Does Uppark have a Capability Brown connection?
The name Lancelot 'Capability' Brown is often associated with many a fine country estate. But was Britain's most famous landscape designer responsible for the idyllic setting at Uppark?
Shortly after the Uppark estate was bought by Sir Matthew Fetherstonhaugh in 1747, a plan of the principal site was created. As well as the location of the house and the new service blocks, it shows the layout of the serpentine paths through the pleasure ground and a variety of other features. Some of these features may never have been implemented, or have simply been lost over time.

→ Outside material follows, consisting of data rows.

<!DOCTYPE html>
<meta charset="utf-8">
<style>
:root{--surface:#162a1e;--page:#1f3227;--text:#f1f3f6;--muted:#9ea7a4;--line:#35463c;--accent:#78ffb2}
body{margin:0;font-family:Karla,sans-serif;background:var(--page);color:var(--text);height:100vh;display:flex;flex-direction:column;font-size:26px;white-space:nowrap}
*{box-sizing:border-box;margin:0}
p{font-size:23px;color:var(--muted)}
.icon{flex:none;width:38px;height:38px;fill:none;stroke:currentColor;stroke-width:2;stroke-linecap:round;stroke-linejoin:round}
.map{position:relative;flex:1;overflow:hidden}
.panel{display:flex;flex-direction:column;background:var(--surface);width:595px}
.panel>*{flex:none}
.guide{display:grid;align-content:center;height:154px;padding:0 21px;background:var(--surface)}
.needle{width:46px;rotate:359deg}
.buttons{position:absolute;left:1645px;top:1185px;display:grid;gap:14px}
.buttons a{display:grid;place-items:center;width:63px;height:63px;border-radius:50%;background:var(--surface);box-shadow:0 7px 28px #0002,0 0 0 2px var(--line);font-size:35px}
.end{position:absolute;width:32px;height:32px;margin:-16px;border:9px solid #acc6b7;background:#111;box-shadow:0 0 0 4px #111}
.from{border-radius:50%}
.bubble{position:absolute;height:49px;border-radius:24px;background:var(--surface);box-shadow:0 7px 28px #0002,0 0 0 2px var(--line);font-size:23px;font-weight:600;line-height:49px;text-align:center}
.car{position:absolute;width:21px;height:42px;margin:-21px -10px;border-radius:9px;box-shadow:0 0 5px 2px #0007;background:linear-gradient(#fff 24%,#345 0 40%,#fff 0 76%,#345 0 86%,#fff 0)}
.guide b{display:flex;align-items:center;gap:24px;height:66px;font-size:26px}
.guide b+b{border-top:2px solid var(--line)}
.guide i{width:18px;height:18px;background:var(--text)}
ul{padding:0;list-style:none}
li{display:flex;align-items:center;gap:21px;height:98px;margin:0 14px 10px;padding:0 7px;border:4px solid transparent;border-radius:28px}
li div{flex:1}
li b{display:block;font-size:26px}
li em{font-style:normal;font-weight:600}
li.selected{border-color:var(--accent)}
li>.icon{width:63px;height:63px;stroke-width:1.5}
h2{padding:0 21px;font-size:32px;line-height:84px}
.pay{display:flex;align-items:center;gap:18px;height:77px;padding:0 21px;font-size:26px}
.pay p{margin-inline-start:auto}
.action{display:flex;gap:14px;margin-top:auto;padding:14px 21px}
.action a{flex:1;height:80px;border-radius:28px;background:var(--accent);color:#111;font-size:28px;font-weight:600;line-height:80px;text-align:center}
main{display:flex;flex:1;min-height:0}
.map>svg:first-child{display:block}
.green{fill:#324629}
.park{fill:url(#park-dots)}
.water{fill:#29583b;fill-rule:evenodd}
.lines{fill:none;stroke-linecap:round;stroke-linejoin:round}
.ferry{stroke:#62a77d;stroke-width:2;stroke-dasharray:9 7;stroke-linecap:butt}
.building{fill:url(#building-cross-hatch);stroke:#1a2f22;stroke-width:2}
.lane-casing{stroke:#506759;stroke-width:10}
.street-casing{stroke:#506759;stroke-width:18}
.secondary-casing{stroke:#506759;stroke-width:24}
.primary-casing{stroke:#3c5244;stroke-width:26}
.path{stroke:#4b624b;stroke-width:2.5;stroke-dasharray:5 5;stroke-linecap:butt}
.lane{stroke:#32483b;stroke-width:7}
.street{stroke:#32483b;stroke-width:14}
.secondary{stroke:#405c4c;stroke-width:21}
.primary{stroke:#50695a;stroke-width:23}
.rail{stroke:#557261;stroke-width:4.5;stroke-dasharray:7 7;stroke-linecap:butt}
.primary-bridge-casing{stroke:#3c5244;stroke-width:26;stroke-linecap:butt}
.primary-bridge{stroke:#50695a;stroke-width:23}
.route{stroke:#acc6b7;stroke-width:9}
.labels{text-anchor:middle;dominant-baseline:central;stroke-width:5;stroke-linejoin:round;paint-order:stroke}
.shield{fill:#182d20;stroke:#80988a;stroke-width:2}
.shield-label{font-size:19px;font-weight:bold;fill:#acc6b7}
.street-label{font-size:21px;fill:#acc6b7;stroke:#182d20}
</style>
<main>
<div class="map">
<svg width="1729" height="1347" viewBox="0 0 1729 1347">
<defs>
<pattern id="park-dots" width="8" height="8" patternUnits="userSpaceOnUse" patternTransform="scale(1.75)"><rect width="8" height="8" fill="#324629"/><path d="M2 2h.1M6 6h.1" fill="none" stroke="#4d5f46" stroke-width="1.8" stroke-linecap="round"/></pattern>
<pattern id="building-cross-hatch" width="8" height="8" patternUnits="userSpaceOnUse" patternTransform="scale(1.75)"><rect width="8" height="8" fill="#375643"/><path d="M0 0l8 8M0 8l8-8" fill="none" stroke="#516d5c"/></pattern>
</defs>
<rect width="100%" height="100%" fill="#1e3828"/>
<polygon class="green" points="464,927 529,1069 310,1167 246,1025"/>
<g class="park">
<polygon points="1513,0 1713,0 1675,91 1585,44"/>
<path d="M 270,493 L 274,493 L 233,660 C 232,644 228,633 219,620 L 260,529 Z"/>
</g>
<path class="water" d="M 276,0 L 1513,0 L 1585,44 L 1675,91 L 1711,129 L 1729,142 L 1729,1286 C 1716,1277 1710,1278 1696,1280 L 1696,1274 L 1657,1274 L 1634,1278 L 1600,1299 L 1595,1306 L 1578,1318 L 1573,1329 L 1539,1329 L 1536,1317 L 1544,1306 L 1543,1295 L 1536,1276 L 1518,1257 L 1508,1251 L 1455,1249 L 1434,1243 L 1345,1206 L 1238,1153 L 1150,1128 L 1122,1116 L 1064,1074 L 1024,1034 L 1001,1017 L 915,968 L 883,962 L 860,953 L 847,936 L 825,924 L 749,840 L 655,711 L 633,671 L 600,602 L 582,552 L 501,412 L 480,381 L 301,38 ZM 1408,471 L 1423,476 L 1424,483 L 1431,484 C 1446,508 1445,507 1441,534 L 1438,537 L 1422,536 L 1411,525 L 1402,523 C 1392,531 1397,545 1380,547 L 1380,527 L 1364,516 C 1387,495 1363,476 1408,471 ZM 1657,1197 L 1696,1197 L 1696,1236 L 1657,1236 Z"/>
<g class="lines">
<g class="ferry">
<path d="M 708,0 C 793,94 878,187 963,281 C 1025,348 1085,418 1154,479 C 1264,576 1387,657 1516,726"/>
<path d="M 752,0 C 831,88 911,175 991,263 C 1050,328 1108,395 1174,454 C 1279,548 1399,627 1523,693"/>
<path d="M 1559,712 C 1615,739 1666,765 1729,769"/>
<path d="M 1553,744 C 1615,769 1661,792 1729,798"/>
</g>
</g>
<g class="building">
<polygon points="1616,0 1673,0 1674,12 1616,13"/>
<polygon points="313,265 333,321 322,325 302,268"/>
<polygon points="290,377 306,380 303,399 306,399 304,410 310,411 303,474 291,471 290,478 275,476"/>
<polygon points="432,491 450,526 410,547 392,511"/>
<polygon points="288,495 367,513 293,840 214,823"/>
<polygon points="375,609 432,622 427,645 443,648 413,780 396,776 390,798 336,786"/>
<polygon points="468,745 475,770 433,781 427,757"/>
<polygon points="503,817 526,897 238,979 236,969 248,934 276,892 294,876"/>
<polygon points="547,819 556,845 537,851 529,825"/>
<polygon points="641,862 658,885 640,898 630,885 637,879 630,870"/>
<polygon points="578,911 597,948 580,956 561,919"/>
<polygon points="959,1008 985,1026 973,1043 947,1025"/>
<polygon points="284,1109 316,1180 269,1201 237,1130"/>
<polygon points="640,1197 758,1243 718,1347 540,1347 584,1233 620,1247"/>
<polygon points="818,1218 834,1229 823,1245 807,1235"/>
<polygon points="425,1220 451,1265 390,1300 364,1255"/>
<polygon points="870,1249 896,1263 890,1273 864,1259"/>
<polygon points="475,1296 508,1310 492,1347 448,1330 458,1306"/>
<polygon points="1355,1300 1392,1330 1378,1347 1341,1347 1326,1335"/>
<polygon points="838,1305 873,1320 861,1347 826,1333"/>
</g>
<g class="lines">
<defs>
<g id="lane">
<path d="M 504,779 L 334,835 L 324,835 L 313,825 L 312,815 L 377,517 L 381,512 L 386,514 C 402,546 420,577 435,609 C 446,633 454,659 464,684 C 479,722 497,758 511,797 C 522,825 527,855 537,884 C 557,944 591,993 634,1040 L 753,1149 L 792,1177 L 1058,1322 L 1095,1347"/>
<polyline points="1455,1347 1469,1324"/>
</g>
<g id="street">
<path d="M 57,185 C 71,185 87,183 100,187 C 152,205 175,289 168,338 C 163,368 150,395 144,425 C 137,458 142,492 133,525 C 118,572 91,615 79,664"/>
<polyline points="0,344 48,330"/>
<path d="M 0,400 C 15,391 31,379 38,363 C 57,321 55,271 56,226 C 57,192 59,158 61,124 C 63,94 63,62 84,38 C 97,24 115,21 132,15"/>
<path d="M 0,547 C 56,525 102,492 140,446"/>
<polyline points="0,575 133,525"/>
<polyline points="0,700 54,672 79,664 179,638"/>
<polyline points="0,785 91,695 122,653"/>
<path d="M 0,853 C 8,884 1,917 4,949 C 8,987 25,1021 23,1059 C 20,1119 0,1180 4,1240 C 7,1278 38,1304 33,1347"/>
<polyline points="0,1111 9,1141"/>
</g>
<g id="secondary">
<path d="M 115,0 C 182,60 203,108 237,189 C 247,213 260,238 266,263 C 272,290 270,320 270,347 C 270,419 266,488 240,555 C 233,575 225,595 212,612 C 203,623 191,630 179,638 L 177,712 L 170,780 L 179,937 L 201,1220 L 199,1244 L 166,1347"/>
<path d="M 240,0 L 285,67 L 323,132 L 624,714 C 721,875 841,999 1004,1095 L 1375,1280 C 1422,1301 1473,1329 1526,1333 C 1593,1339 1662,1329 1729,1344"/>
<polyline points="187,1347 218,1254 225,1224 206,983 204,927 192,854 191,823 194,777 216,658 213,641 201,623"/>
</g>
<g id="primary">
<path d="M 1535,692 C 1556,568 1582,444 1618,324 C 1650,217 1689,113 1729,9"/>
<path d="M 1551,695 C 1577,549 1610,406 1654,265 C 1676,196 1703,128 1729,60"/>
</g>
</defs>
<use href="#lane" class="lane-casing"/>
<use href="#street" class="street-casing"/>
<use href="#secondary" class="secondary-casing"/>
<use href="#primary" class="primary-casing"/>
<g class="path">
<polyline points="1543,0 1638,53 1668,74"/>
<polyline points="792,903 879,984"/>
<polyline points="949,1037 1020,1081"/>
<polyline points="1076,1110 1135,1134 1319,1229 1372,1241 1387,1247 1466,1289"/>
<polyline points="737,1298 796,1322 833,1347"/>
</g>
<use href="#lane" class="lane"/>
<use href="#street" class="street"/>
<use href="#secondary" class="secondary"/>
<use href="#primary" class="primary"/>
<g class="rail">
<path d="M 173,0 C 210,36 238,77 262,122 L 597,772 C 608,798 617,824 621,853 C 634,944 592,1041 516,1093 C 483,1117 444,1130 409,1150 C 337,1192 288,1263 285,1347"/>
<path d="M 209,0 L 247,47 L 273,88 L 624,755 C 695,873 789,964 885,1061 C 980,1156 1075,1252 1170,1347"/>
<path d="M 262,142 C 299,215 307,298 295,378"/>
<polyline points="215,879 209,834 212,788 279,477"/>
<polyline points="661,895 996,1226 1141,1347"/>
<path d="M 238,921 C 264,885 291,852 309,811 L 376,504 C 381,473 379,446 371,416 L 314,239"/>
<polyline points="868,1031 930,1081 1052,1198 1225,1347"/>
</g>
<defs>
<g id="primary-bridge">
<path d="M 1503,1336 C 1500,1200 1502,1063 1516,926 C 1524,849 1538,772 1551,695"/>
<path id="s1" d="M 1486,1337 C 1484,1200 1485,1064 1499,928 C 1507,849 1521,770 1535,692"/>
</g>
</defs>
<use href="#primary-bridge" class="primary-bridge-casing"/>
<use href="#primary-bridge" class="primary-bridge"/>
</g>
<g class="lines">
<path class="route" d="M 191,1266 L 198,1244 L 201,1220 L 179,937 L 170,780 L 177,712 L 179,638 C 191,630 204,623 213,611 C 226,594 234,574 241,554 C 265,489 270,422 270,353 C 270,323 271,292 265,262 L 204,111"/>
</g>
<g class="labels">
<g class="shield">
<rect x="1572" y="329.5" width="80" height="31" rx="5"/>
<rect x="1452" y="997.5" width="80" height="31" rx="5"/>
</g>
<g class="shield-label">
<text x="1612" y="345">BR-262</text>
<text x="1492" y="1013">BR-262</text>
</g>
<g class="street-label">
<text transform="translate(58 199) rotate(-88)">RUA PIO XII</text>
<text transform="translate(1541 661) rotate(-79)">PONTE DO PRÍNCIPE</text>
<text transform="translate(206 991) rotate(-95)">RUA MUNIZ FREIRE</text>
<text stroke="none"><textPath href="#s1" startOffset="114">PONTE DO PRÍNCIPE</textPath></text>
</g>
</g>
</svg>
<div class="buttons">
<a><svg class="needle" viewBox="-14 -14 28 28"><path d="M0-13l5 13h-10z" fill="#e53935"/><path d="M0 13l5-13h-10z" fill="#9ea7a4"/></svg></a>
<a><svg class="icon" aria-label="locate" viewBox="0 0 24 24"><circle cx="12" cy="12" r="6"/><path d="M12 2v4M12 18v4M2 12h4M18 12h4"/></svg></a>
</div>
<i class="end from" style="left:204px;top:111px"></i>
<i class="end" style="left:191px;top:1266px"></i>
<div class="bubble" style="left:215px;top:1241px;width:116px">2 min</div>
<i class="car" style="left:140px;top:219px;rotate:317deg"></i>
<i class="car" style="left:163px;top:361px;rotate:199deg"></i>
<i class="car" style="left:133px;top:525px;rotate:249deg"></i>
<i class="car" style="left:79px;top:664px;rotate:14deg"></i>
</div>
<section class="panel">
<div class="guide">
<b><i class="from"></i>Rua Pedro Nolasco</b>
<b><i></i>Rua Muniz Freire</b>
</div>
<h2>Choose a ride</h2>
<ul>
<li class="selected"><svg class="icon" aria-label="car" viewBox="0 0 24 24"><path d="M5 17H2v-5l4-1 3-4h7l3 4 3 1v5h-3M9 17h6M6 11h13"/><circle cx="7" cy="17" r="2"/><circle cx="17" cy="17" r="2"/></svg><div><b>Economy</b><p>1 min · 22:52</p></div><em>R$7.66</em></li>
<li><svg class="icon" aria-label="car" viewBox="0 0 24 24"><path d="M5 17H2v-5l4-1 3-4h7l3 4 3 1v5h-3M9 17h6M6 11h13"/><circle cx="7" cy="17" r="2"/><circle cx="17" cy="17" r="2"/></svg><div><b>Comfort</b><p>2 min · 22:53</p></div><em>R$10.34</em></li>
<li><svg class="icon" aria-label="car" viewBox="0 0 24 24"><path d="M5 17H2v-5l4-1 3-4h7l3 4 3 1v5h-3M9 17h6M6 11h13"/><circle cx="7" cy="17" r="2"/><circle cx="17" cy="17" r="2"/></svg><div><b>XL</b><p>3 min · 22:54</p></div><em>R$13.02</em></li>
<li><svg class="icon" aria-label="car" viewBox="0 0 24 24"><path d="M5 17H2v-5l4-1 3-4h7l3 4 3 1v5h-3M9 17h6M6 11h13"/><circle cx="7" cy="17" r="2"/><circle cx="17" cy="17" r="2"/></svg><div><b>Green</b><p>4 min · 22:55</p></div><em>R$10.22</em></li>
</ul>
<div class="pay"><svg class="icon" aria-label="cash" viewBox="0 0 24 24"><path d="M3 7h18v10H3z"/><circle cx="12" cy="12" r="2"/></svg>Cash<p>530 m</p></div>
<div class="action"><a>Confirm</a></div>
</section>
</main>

Although the plan is not signed, it has long been attributed to Capability Brown. It certainly shows features that are in Brown's style, such as the broadly sweeping park boundary defined by a ha-ha, informal shrubbery with open glades and specimen trees, and meandering paths around a circular basin.
Many of these features can be found at nearby Petworth, and as Brown was known to be working there from 1751 it seems possible that he might have visited Uppark during this time. However, none of Brown's surviving account books or those of Sir Matthew contain any references to confirm this.
Brown or Browne?
One reason for the confusion regarding Brown's involvement arises because of a surveyor called Thomas 'Sense' Browne. Records show that Sir Matthew hired Browne and his assistant James Crow to produce a plan of his new property, for which they were paid £300 in 1747.
It may be possible the plan they produced is in fact the one later attributed to Capability Brown, but as it was regrettably lost in the fire of 1989, further examination is now impossible.